# Importing the large datasets to a postgresql server

It is not possible to load the larger data sets in the memory of a local machine therefeore an alternative is to import them to a psql table and query them from there. By adding the right indices this can make the queries fast enough. After this import one can extract some basic statistics using sql and also export smaller portions of the data which can be handled by spark or pandas on a local machine.

## Unzipping the data and converting it to csv format

Unfortunately psql does not support an import of record json files therefore we need to convert the data sets to csv. We use here the command line tool [json2csv](https://github.com/jehiah/json2csv).

In [2]:
!gunzip ./data/large-datasets/reviews_CDs_and_Vinyl_5.json.gz ./data/large-datasets/reviews_CDs_and_Vinyl_5.json

gzip: ./data/large-datasets/reviews_CDs_and_Vinyl_5.json: unknown suffix -- ignored
rm: cannot remove 'reviews_CDs_and_Vinyl_5': No such file or directory


In [6]:
!json2csv -p -d '|' -k asin,helpful,overall,reviewText,reviewTime,reviewerID,reviewerName,summary,unixReviewTime -i ./data/large-datasets/reviews_CDs_and_Vinyl_5.json -o ./data/large-datasets/reviews_CDs_and_Vinyl_5.csv

## Importing the data in psql

To import the data in psql we create a table with the appropriate shape and import form the csv files generated above.
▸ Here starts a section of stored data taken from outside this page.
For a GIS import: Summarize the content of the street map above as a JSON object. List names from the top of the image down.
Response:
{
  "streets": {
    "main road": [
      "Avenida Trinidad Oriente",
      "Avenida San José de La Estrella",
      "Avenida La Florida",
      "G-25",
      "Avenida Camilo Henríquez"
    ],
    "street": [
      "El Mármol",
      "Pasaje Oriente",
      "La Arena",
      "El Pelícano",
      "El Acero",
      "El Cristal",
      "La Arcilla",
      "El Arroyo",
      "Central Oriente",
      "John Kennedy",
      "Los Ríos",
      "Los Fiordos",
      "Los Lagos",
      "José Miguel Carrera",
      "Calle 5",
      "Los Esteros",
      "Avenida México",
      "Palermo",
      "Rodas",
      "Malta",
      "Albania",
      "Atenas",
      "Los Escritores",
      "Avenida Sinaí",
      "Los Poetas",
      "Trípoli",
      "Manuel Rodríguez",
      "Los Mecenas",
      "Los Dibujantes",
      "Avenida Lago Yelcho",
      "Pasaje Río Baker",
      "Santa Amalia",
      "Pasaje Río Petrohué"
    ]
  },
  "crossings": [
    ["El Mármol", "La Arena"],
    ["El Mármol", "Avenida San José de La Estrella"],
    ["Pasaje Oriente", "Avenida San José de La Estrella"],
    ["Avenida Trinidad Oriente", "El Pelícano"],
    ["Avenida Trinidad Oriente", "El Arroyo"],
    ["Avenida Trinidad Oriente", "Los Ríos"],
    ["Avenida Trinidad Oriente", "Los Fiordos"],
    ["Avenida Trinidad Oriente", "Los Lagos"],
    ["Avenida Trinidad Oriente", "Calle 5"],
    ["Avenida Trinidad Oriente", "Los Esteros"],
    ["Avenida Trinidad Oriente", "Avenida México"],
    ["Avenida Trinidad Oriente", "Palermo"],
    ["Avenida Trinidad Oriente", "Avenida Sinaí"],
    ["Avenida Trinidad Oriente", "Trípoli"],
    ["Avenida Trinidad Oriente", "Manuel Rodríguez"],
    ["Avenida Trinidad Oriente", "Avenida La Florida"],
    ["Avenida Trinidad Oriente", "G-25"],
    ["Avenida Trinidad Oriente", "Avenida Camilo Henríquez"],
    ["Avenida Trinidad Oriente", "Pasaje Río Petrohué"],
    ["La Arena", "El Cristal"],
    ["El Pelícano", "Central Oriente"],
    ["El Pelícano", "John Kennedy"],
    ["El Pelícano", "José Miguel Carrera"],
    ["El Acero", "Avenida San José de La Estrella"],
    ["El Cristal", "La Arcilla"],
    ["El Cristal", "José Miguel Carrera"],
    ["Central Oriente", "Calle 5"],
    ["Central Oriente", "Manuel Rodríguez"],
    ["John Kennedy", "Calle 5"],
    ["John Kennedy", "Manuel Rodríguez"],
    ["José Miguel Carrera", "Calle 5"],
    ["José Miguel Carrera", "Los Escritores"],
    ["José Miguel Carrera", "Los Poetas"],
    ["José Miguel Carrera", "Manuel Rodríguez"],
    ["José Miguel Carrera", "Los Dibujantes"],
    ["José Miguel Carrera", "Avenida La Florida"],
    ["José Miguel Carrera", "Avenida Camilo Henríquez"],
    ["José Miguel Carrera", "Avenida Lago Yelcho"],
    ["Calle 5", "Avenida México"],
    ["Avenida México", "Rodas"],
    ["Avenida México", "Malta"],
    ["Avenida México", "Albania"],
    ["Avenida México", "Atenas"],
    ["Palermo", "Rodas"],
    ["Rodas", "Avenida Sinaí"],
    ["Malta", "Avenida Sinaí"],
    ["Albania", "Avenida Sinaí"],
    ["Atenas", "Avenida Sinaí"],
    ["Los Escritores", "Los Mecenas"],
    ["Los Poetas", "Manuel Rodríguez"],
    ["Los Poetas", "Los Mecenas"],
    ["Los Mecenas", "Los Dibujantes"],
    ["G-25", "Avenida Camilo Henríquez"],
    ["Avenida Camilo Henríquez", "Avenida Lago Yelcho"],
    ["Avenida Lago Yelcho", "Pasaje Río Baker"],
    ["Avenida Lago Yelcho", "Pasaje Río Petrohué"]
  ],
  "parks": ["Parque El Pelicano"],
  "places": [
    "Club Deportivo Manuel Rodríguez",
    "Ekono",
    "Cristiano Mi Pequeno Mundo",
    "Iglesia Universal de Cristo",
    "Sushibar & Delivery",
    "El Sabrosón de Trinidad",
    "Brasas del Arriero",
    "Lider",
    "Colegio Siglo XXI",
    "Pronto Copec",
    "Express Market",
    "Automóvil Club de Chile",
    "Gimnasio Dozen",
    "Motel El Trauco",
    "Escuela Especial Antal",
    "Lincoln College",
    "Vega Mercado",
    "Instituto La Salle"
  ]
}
### Some preparation to run psql transactions and queries in python

In [61]:
import psycopg2 as pg
import pandas as pd

db_conf = { 
    'user': 'mariosk',
    'database': 'amazon_reviews'
}

connection_factory = lambda: pg.connect(user=db_conf['user'], database=db_conf['database'])

def transaction(*statements):
    try:
        connection = connection_factory()
        cursor = connection.cursor()
        for statement in statements:
            cursor.execute(statement)
        connection.commit()
        cursor.close()
    except pg.DatabaseError as error:
        print(error)
    finally:
        if connection is not None:
            connection.close()
    
def query(statement):
    try:
        connection = connection_factory()
        cursor = connection.cursor()
        cursor.execute(statement)
        
        header = [ description[0] for description in cursor.description ]
        rows = cursor.fetchall()
        
        cursor.close()
        return pd.DataFrame.from_records(rows, columns=header)
    except (Exception, pg.DatabaseError) as error:
        print(error)
        return None
    finally:
        if connection is not None:
            connection.close()

### Creating tables for with indices for the large datasets

In [30]:
transaction(
    'create table cds (asin text, helpful text, overall double precision, reviewText text, reviewTime text, reviewerID text, reviewerName text, summary text, unixReviewTime int);',
    'create index asin ON cds (asin);',
    'create index overall ON cds (overall);',
    'create index reviewerID ON cds (reviewerID);',
    'create index unixReviewTime ON cds (unixReviewTime);')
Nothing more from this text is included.